= Beginning of Section =
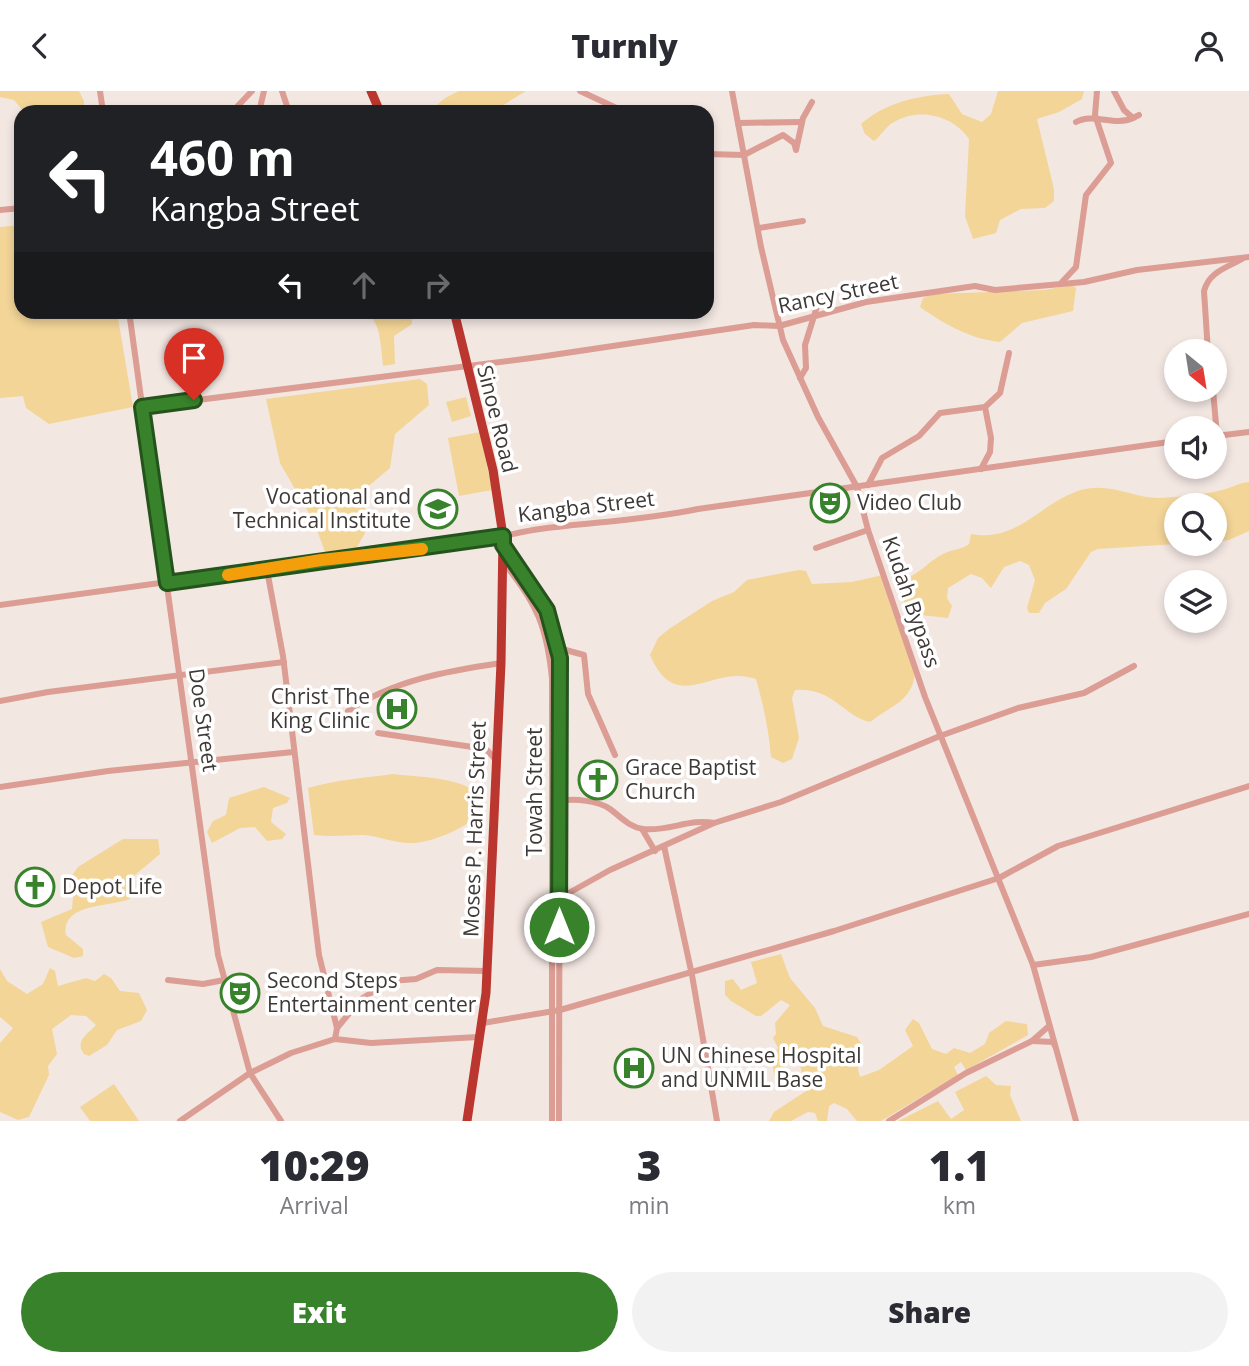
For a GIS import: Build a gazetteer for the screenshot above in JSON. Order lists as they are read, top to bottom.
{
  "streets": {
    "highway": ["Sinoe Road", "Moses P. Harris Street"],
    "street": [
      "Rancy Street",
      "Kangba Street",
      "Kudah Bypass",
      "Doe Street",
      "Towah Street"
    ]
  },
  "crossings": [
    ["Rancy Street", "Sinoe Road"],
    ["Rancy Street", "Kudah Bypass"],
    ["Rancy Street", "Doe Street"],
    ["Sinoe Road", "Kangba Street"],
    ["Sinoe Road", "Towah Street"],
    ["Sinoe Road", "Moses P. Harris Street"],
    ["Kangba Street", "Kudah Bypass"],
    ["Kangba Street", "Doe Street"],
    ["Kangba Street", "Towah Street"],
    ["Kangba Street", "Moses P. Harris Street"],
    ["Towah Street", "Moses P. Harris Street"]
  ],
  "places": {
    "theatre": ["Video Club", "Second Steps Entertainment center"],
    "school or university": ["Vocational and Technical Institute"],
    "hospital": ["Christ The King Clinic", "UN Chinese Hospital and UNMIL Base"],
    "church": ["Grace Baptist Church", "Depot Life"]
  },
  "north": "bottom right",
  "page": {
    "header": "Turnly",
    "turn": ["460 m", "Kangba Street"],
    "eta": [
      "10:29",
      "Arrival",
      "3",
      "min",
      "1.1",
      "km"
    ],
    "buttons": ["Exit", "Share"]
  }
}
= End of Section =
_What you need to do_
Output the records above exactly, omitting the pictures.

_Answer below_
For a GIS import: Build a gazetteer for the screenshot above in JSON. Order lists as they are read, top to bottom.
{
  "streets": {
    "highway": ["Sinoe Road", "Moses P. Harris Street"],
    "street": [
      "Rancy Street",
      "Kangba Street",
      "Kudah Bypass",
      "Doe Street",
      "Towah Street"
    ]
  },
  "crossings": [
    ["Rancy Street", "Sinoe Road"],
    ["Rancy Street", "Kudah Bypass"],
    ["Rancy Street", "Doe Street"],
    ["Sinoe Road", "Kangba Street"],
    ["Sinoe Road", "Towah Street"],
    ["Sinoe Road", "Moses P. Harris Street"],
    ["Kangba Street", "Kudah Bypass"],
    ["Kangba Street", "Doe Street"],
    ["Kangba Street", "Towah Street"],
    ["Kangba Street", "Moses P. Harris Street"],
    ["Towah Street", "Moses P. Harris Street"]
  ],
  "places": {
    "theatre": ["Video Club", "Second Steps Entertainment center"],
    "school or university": ["Vocational and Technical Institute"],
    "hospital": ["Christ The King Clinic", "UN Chinese Hospital and UNMIL Base"],
    "church": ["Grace Baptist Church", "Depot Life"]
  },
  "north": "bottom right",
  "page": {
    "header": "Turnly",
    "turn": ["460 m", "Kangba Street"],
    "eta": [
      "10:29",
      "Arrival",
      "3",
      "min",
      "1.1",
      "km"
    ],
    "buttons": ["Exit", "Share"]
  }
}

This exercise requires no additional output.